--- What the exercise asks ---
Determine how many lines in the entries contain the word "hidden", and give that number with no other text.

--- Data extracts Enclosed Below ---

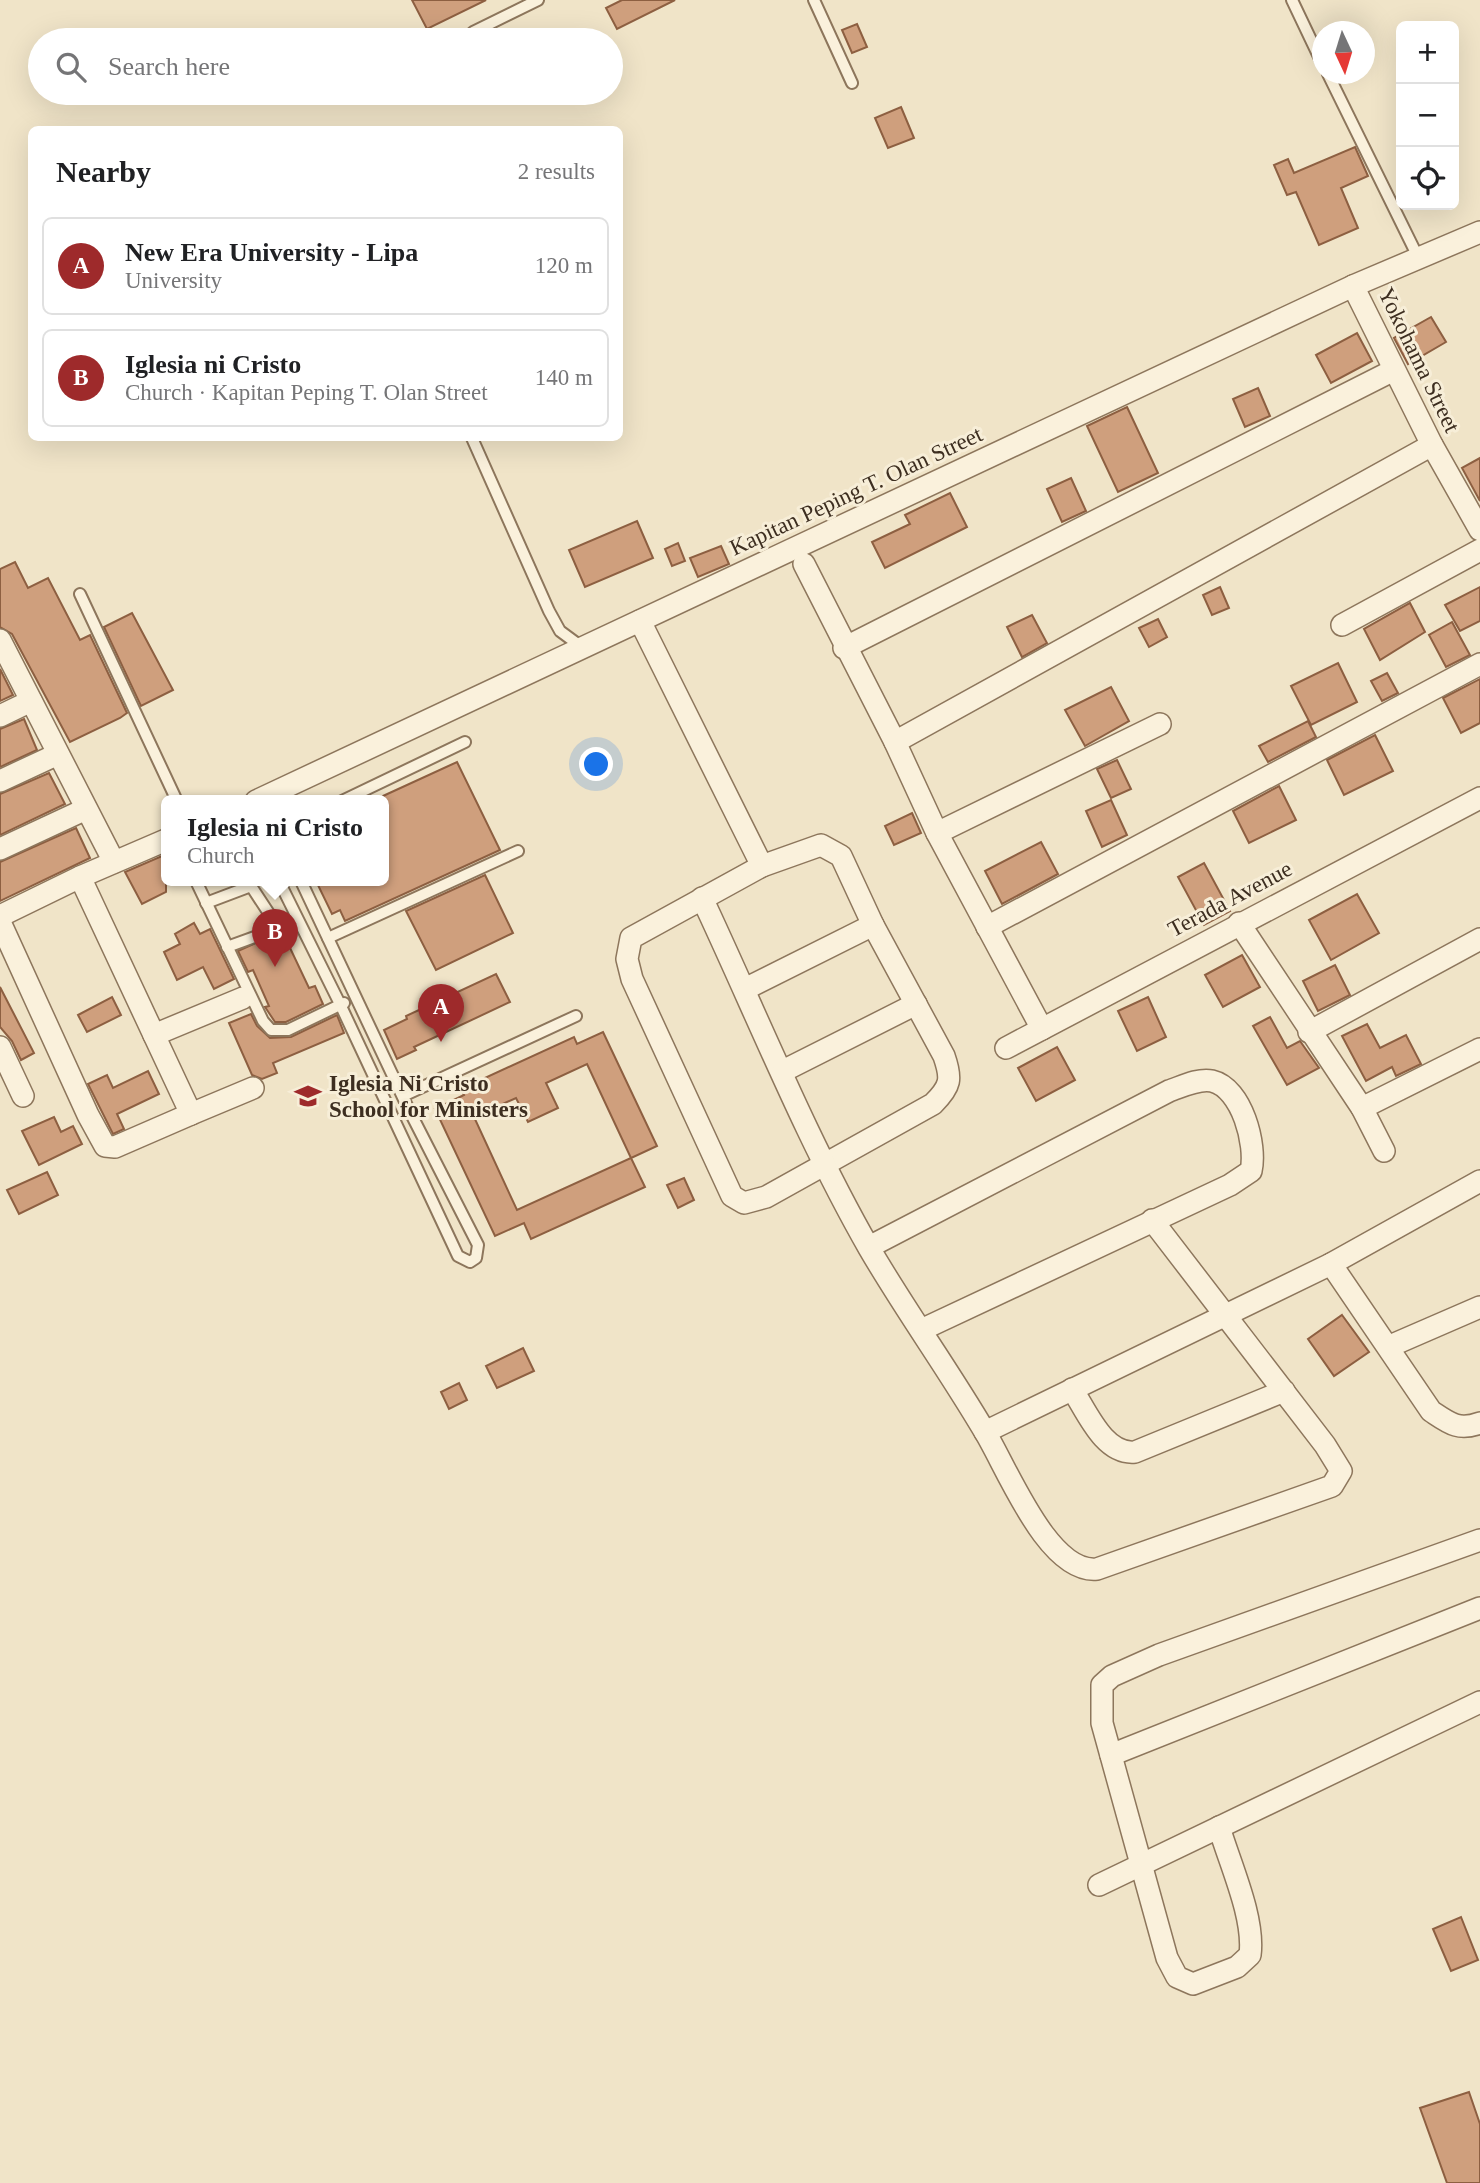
<!DOCTYPE html>
<html lang="en">
<head>
<meta charset="utf-8">
<style>
	:root { --surface:#fff; --page:#f2f2f2; --text:#202124; --muted:#757577; --line:#e0e0e0; --accent:#9e2a2b }
	body { margin:0; font-family:Georgia,serif; background:var(--page); color:var(--text) }
	.controls { position:absolute; right:21px; top:21px; display:grid; overflow:hidden; border-radius:10px; box-shadow:0 7px 28px #0002 }
	.controls button { width:63px; height:63px; display:grid; place-items:center; padding:0; border:0; border-bottom:2px solid var(--line); background:var(--surface); color:var(--text); font:35px sans-serif }
	.compass { position:absolute; left:1312px; top:21px; width:63px; height:63px; border-radius:50%; background:var(--surface); box-shadow:0 7px 28px #0002; rotate:176deg }
	.you { position:absolute; left:597px; top:765px; width:24px; height:24px; margin:-18px; border:5px solid #fff; border-radius:50%; background:#1a73e8; box-shadow:0 0 0 10px #1a73e833 }
	.badge { display:grid; place-items:center; width:46px; height:46px; border-radius:50%; background:var(--accent); color:#fff; font-size:23px; font-weight:700 }
	.pin { position:absolute; translate:-50% -58px; filter:drop-shadow(0 2px 4px #0008) }
	.pin::after { content:''; position:absolute; top:37px; width:24px; height:21px; background:inherit; clip-path:polygon(0 0,100% 0,50% 100%) }
	.popup { position:absolute; left:161px; top:795px; width:228px; height:91px; box-sizing:border-box; display:grid; place-content:center; border-radius:10px; background:var(--surface); filter:drop-shadow(0 2px 5px #0005); font-size:23px; white-space:nowrap; color:var(--muted) }
	.popup b { font-size:26px; color:var(--text) }
	.popup::after { content:''; position:absolute; left:50%; top:100%; margin-left:-14px; border:14px solid transparent; border-top-color:var(--surface) }
	.list { margin:0; padding:0; list-style:none }
	h2 { display:flex; justify-content:space-between; align-items:center; height:91px; margin:0; padding:0 28px; font-size:30px }
	h2 small { font-size:23px; font-weight:400; color:var(--muted) }
	.list li { display:grid; grid-template-columns:46px 1fr auto; gap:21px; align-items:center; box-sizing:border-box; height:98px; margin:0 14px 14px; padding:0 14px; border:2px solid var(--line); border-radius:10px }
	.list b { display:block; font-size:26px; white-space:nowrap }
	.list p { margin:0; font-size:23px; white-space:nowrap; color:var(--muted) }
	.list em { font-size:23px; font-style:normal; color:var(--muted) }
	.icon { flex:none; width:38px; height:38px; fill:none; stroke:currentColor; stroke-width:2; stroke-linecap:round; stroke-linejoin:round }
	.map { position:relative; flex:none; width:1480px; height:2183px; overflow:hidden }
	.search { position:absolute; background:var(--surface); box-shadow:0 7px 28px #0002; left:28px; top:28px; width:595px; height:77px; display:flex; align-items:center; gap:18px; box-sizing:border-box; padding:0 24px; border-radius:38px; color:var(--muted); font-size:26px }
	.panel { position:absolute; background:var(--surface); box-shadow:0 7px 28px #0002; left:28px; top:126px; width:595px; height:315px; border-radius:10px }
	.map>svg:first-child { display:block }
</style>
</head>
<body>
<div class="map">
<svg width="1480" height="2183" viewBox="0 0 1480 2183">
	<rect width="100%" height="100%" fill="#f0e4c8"/>
	<g fill="#cf9f7d" stroke="#8d5f41" stroke-width="2" fill-rule="evenodd">
		<polygon points="412,0 486,0 427,29"/>
		<polygon points="622,0 675,0 617,29 606,8"/>
		<polygon points="857,24 867,47 852,53 842,30"/>
		<polygon points="901,107 914,138 888,148 875,118"/>
		<polygon points="1355,147 1368,176 1341,188 1358,228 1319,245 1296,192 1287,195 1274,165 1288,159 1294,173"/>
		<polygon points="1431,317 1446,342 1408,364 1394,338"/>
		<polygon points="1357,333 1372,361 1331,383 1316,355"/>
		<polygon points="1258,388 1270,416 1245,427 1233,399"/>
		<polygon points="1127,407 1158,473 1118,492 1087,426"/>
		<polygon points="1480,458 1480,501 1462,468"/>
		<polygon points="1071,478 1086,511 1062,522 1047,489"/>
		<polygon points="950,493 967,527 885,568 872,542 910,524 905,515"/>
		<polygon points="637,521 653,558 585,587 569,550"/>
		<polygon points="678,543 685,561 672,566 665,549"/>
		<polygon points="721,546 729,564 698,577 690,558"/>
		<polygon points="15,562 28,588 48,578 80,640 90,635 127,713 120,718 70,742 12,634 0,627 0,569"/>
		<polygon points="1220,587 1229,608 1212,615 1203,595"/>
		<polygon points="1480,587 1480,621 1460,631 1445,605"/>
		<polygon points="1410,603 1425,632 1380,660 1364,629"/>
		<polygon points="132,613 173,690 141,706 104,627"/>
		<polygon points="1032,615 1047,643 1022,657 1007,627"/>
		<polygon points="1158,619 1167,637 1149,647 1139,628"/>
		<polygon points="1452,622 1470,655 1446,667 1429,635"/>
		<polygon points="1338,663 1357,702 1311,725 1291,686"/>
		<polygon points="0,669 13,695 0,701"/>
		<polygon points="1387,673 1398,693 1382,701 1371,681"/>
		<polygon points="1480,679 1480,723 1461,733 1443,698"/>
		<polygon points="1111,687 1129,721 1085,746 1065,710"/>
		<polygon points="24,719 37,750 0,767 0,729"/>
		<polygon points="1308,721 1316,737 1268,762 1259,746"/>
		<polygon points="1375,735 1393,771 1344,795 1327,760"/>
		<polygon points="1117,760 1131,789 1111,798 1097,769"/>
		<polygon points="457,762 500,850 345,921 340,910 332,914 316,881 383,881 383,796"/>
		<polygon points="49,773 65,804 0,835 0,794"/>
		<polygon points="1279,786 1296,820 1249,843 1233,811"/>
		<polygon points="1111,800 1127,835 1102,847 1086,811"/>
		<polygon points="912,813 921,833 894,845 885,826"/>
		<polygon points="76,828 90,858 0,901 0,862"/>
		<polygon points="1041,842 1058,874 1002,904 985,871"/>
		<polygon points="162,856 166,865 166,892 142,904 125,872"/>
		<polygon points="1204,863 1230,911 1204,925 1178,877"/>
		<polygon points="485,875 513,933 436,970 406,911"/>
		<polygon points="1357,894 1379,933 1331,960 1309,920"/>
		<polygon points="194,923 200,934 210,929 234,979 214,989 203,967 177,980 164,952 180,944 175,934"/>
		<polygon points="282,931 309,988 315,986 323,1004 286,1022 275,1022 265,1007 269,1006 253,970 248,972 238,951"/>
		<polygon points="1242,955 1260,987 1223,1007 1205,975"/>
		<polygon points="1335,965 1350,995 1318,1011 1303,981"/>
		<polygon points="496,974 510,1002 414,1047 416,1050 397,1059 384,1030 407,1019 406,1016"/>
		<polygon points="0,987 34,1053 21,1060 12,1041 0,1027"/>
		<polygon points="112,997 121,1015 87,1032 78,1015"/>
		<polygon points="1148,997 1166,1037 1137,1051 1118,1011"/>
		<polygon points="251,1014 257,1026 270,1038 291,1037 337,1015 344,1033 273,1063 277,1073 262,1079 252,1075 229,1023"/>
		<polygon points="1270,1017 1287,1048 1300,1041 1319,1068 1287,1085 1253,1026"/>
		<polygon points="1367,1024 1380,1048 1406,1035 1421,1064 1396,1076 1392,1067 1366,1081 1342,1036"/>
		<path d="M603,1032L657,1146L631,1158L645,1187L531,1239L524,1223L495,1236L435,1109L464,1095L461,1089L574,1037L577,1044ZM587,1064L631,1158L517,1210L474,1117L516,1098L528,1122L558,1108L546,1083Z"/>
		<polygon points="1057,1047 1075,1080 1036,1101 1018,1068"/>
		<polygon points="148,1071 159,1094 117,1114 124,1129 113,1134 88,1084 107,1075 113,1088"/>
		<polygon points="54,1117 61,1132 73,1126 82,1144 39,1165 22,1131"/>
		<polygon points="47,1172 58,1195 19,1214 7,1190"/>
		<polygon points="684,1178 694,1200 678,1208 667,1185"/>
		<polygon points="1342,1315 1369,1352 1334,1376 1308,1339"/>
		<polygon points="523,1348 534,1371 497,1388 486,1366"/>
		<polygon points="459,1383 467,1400 449,1409 441,1392"/>
		<polygon points="1461,1917 1478,1960 1451,1971 1433,1929"/>
		<polygon points="1469,2092 1480,2124 1480,2183 1447,2183 1420,2108"/>
	</g>
	<g fill="none" stroke-linecap="round" stroke-linejoin="round">
		<g stroke="#8d765c" stroke-width="14">
			<g id="lane">
				<polyline points="814,0 852,83"/>
				<polyline points="1292,0 1322,63"/>
				<polyline points="473,32 538,0"/>
				<polyline points="1328,74 1418,257"/>
				<polyline points="472,438 549,611 560,631 583,648"/>
				<polyline points="80,594 177,801"/>
				<polyline points="342,801 465,742"/>
				<polyline points="196,881 263,1021 271,1030 288,1030 344,1003"/>
				<polyline points="279,881 340,1004 458,1256 470,1262 476,1258 478,1245 409,1110 301,881"/>
				<polyline points="206,903 251,886 272,918 263,934 227,947"/>
				<polyline points="328,938 518,851"/>
				<polyline points="403,1096 576,1016"/>
			</g>
		</g>
		<g stroke="#8d765c" stroke-width="24">
			<g id="street">
				<polyline points="1353,286 1432,445 1480,530"/>
				<polyline points="804,564 895,742 937,833 1042,1029"/>
				<polyline points="640,621 762,866"/>
				<polyline points="1342,625 1480,550"/>
				<polyline points="0,640 114,862"/>
				<polyline points="844,648 1394,370"/>
				<polyline points="0,716 31,701"/>
				<polyline points="895,742 1432,445"/>
				<polyline points="0,781 58,754"/>
				<polyline points="256,801 1353,286 1480,232"/>
				<polyline points="937,833 1160,724"/>
				<path d="M821,845L841,856L873,925L944,1056C952,1079 951,1086 933,1104L766,1197L744,1203L732,1196L632,979L627,959L631,938L762,866Z"/>
				<polyline points="0,849 86,809"/>
				<path d="M702,898C756,1013 806,1138 869,1248C905,1310 948,1369 985,1432C1007,1468 1048,1574 1097,1569L1332,1486L1341,1471L1325,1445L1152,1220"/>
				<polyline points="0,916 80,877 166,840"/>
				<polyline points="0,922 88,1115 105,1146 115,1147 191,1114 80,877"/>
				<polyline points="1239,923 1362,1108 1384,1151"/>
				<polyline points="987,927 1480,664"/>
				<polyline points="745,989 873,925"/>
				<polyline points="1309,1032 1480,939"/>
				<polyline points="154,1035 243,998"/>
				<polyline points="0,1047 23,1096"/>
				<polyline points="1006,1048 1480,798"/>
				<polyline points="783,1071 916,1004"/>
				<polyline points="1362,1108 1480,1049"/>
				<polyline points="191,1114 253,1088"/>
				<path d="M869,1247L1169,1091C1181,1087 1198,1078 1212,1081C1242,1088 1257,1145 1251,1171L1230,1185L921,1330"/>
				<path d="M1331,1264L1431,1411C1449,1423 1458,1431 1480,1423"/>
				<polyline points="1390,1346 1480,1307"/>
				<path d="M1072,1389C1087,1412 1104,1455 1135,1452L1284,1391"/>
				<polyline points="985,1432 1331,1264 1480,1181"/>
				<polyline points="1111,1755 1480,1608"/>
				<path d="M1219,1827C1230,1864 1255,1918 1250,1955L1237,1967L1193,1984L1177,1977L1167,1958L1102,1723V1685L1112,1676L1159,1655L1480,1540"/>
				<polyline points="1099,1885 1480,1702"/>
			</g>
		</g>
		<use href="#lane" stroke="#faf1dc" stroke-width="10"/>
		<use href="#street" stroke="#faf1dc" stroke-width="21"/>
	</g>
	<defs>
		<g id="school-bare" transform="scale(2.1)"><path d="M0-5L7-2L0 1L-7-2ZM-4 1L0 2.5L4 1V4Q0 6-4 4Z" fill="#9e2a2b" stroke="#f7eed8" stroke-width="2.5" paint-order="stroke"/></g>
	</defs>
	<g fill-rule="evenodd">
		<use href="#school-bare" x="308" y="1096"/>
	</g>
	<g text-anchor="middle" dominant-baseline="central" stroke-width="6" stroke-linejoin="round" paint-order="stroke">
		<g font-size="23" fill="#3d2e20" stroke="#f7eed8">
			<text transform="translate(1419 360) rotate(64)">Yokohama Street</text>
			<text transform="translate(856 491) rotate(-25)">Kapitan Peping T. Olan Street</text>
			<text transform="translate(1230 899) rotate(-28)">Terada Avenue</text>
		</g>
		<g font-size="23" font-weight="bold" fill="#3d2e20" stroke="#f7eed8" text-anchor="start">
			<text x="329" y="1083">Iglesia Ni Cristo<tspan x="329" dy="26">School for Ministers</tspan></text>
		</g>
	</g>
</svg>
<div class="controls">
<button>+</button>
<button>−</button>
<button><svg class="icon" aria-label="locate" viewBox="0 0 24 24"><circle cx="12" cy="12" r="6"/><path d="M12 2v4M12 18v4M2 12h4M18 12h4"/></svg></button>
</div>
<svg class="compass" viewBox="-18 -18 36 36"><path d="M0-13l5 13h-10z" fill="#e53935"/><path d="M0 13l5-13h-10z" fill="#757577"/></svg>
<div class="you"></div>
<div class="pin badge" style="left:441px;top:1042px">A</div>
<div class="pin badge" style="left:275px;top:967px">B</div>
<div class="popup"><b>Iglesia ni Cristo</b>Church</div>
<div class="search"><svg class="icon" aria-label="search" viewBox="0 0 24 24"><circle cx="10" cy="10" r="6"/><path d="M15 15l6 6"/></svg>Search here</div>
<section class="panel">
<h2>Nearby<small>2 results</small></h2>
<ul class="list">
<li><span class="badge">A</span><div><b>New Era University - Lipa</b><p>University</p></div><em>120 m</em></li>
<li><span class="badge">B</span><div><b>Iglesia ni Cristo</b><p>Church · Kapitan Peping T. Olan Street</p></div><em>140 m</em></li>
</ul>
</section>
</div>
</body>
</html>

--- End of Enclosed Data extracts ---

--- Result of this exercise ---
2